Учительница с любопытством смотрит на тебя и переводит взгляд на твоего отца. Тот пытается объяснить, но у него не выходит, и он пожимает плечами.

– Начнем с «Сияй, сияй, маленькая звездочка», – говорит учительница.

Она показывает, как играть ритмические вариации композиции – стандартный урок для новичков по методу Судзуки, и у тебя мигом портится настроение. Четыре вариации сопровождаются дурацкими мнемоническими стишками, повторяющими четыре основных ритма: «Миссисипи хот-дог», «чашки и блюдца», «прыг, пони, прыг, пони» и «Миссисипи Алабама».

Папа наблюдает из угла. Ему нравится.

– Шоколадный пончик, шоколадный пончик, – напевает он.

– Точно! Ха! – улыбается учительница. – Это можно петь вместо «Миссисипи хот-дог».

– Раз картошка, два картошка, – папе понравилось, и он придумывает на ходу.

Ты кипишь от злости. Ты не для того годами выпрашивала скрипку, чтобы слушать песенки о дурацких хот-догах и пони! Ты хочешь разобраться в серьезных вопросах, таких как жизнь и смерть, наползающий горный туман!

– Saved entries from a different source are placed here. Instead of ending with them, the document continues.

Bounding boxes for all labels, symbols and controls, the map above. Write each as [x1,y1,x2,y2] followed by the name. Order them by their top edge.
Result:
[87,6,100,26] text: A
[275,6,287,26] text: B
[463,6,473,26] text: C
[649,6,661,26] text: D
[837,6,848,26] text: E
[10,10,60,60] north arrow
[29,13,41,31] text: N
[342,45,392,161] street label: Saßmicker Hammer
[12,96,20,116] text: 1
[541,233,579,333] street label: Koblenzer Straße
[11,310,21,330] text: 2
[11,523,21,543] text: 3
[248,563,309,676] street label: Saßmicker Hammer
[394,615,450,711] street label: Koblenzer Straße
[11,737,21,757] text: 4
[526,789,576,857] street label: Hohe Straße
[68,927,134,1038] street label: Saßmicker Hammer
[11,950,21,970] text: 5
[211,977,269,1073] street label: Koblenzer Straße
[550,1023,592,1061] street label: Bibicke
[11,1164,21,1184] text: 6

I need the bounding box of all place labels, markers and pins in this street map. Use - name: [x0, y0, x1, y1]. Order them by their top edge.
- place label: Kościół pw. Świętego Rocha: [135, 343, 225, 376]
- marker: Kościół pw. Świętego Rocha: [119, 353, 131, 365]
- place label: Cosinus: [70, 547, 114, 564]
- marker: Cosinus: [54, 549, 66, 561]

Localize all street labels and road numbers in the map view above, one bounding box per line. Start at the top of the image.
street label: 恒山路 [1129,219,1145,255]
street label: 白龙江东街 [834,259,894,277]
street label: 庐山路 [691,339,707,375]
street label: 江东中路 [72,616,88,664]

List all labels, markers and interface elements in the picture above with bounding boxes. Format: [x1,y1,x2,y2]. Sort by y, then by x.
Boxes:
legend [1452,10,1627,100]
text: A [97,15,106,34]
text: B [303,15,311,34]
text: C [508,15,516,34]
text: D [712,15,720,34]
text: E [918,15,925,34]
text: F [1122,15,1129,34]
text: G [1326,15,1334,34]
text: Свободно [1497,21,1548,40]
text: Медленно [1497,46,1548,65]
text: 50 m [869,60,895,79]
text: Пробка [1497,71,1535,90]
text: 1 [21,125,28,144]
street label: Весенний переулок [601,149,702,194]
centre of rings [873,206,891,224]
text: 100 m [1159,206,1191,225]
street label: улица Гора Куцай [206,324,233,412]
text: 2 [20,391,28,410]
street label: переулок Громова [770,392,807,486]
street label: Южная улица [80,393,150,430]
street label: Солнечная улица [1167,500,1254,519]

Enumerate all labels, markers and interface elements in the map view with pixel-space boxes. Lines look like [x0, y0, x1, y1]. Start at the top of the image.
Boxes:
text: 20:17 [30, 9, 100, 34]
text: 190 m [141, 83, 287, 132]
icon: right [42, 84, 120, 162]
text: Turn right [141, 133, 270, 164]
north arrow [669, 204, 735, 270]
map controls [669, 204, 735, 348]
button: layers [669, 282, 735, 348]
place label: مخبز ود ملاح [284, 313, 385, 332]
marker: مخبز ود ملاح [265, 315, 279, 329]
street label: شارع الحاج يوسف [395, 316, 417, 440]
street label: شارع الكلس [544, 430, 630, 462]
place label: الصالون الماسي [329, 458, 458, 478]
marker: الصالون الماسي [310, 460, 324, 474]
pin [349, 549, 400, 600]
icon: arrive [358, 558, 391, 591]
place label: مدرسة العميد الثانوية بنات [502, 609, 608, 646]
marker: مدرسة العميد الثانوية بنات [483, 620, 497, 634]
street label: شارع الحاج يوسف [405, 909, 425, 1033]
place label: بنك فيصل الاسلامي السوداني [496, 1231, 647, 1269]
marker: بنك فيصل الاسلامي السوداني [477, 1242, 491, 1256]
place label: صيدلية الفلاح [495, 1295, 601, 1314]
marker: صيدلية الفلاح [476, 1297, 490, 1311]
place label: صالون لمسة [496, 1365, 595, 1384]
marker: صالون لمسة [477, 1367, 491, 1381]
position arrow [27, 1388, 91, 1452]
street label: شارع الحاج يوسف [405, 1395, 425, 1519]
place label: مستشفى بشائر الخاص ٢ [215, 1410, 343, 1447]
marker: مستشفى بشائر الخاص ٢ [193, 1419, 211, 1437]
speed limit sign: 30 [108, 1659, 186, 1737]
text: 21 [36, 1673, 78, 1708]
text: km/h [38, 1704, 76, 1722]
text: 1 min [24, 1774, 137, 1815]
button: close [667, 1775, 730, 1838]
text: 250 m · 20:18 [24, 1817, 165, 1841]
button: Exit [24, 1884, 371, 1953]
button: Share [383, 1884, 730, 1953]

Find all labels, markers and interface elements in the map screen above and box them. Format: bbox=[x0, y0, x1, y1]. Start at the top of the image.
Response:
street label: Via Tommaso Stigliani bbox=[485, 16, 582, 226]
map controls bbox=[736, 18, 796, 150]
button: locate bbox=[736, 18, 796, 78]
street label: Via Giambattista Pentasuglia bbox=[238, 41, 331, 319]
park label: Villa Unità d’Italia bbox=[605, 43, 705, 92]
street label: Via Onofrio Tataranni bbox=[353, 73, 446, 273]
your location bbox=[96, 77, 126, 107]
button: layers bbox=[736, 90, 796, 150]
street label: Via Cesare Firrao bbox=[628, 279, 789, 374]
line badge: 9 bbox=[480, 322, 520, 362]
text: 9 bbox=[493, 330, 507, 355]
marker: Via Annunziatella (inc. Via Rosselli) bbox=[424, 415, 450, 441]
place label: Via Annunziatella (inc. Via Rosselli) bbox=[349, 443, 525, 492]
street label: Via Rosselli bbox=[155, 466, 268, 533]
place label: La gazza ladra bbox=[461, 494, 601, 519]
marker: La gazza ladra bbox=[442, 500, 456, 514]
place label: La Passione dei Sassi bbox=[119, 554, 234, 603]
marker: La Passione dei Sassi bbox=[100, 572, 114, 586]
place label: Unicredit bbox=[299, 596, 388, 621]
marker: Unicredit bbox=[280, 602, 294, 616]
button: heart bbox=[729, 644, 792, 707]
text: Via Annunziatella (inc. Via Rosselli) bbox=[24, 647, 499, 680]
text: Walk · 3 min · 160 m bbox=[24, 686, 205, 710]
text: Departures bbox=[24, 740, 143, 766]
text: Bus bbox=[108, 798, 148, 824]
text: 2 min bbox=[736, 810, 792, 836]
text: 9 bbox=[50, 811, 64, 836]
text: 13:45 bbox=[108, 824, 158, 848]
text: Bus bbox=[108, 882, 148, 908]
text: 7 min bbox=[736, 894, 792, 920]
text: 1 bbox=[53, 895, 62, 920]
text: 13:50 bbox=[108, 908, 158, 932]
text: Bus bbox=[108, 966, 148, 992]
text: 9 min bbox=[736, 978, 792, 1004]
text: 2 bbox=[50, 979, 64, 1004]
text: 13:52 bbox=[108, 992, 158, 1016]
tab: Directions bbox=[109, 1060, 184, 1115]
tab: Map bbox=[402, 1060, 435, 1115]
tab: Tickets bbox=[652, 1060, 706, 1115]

В последующие недели ты учишься плавно опускать смычок – не обрушивать его на струны, а касаться их мягко, будто бабочка. Ты скептически относишься к этой идее. Конечно, ты маленькая девочка – ростом так и вовсе меньше всех в классе, но отнюдь не бабочка. Ты громкая, болтливая, очень подвижная и врезаешься во все подряд. «Успокойся!» – то и дело слышишь ты от родителей и учителей. Каждый день ты тренируешься опускать смычок плавно и с каждым разом все отчетливее осознаёшь: скрипка потребует от тебя того, чего раньше не требовало ничто, – таких концентрации и точности, на которые ты, возможно, неспособна. Но через несколько недель усердных тренировок до седьмого пота, через несколько сотен неудачных попыток смычок наконец касается струн бесшумно, как мотылек. Оказывается, прежде чем извлечь звук, нужно для начала научиться создавать тишину: чистый холст, пустую комнату, белый лист. Бездну сначала необходимо сотворить, а затем заполнить.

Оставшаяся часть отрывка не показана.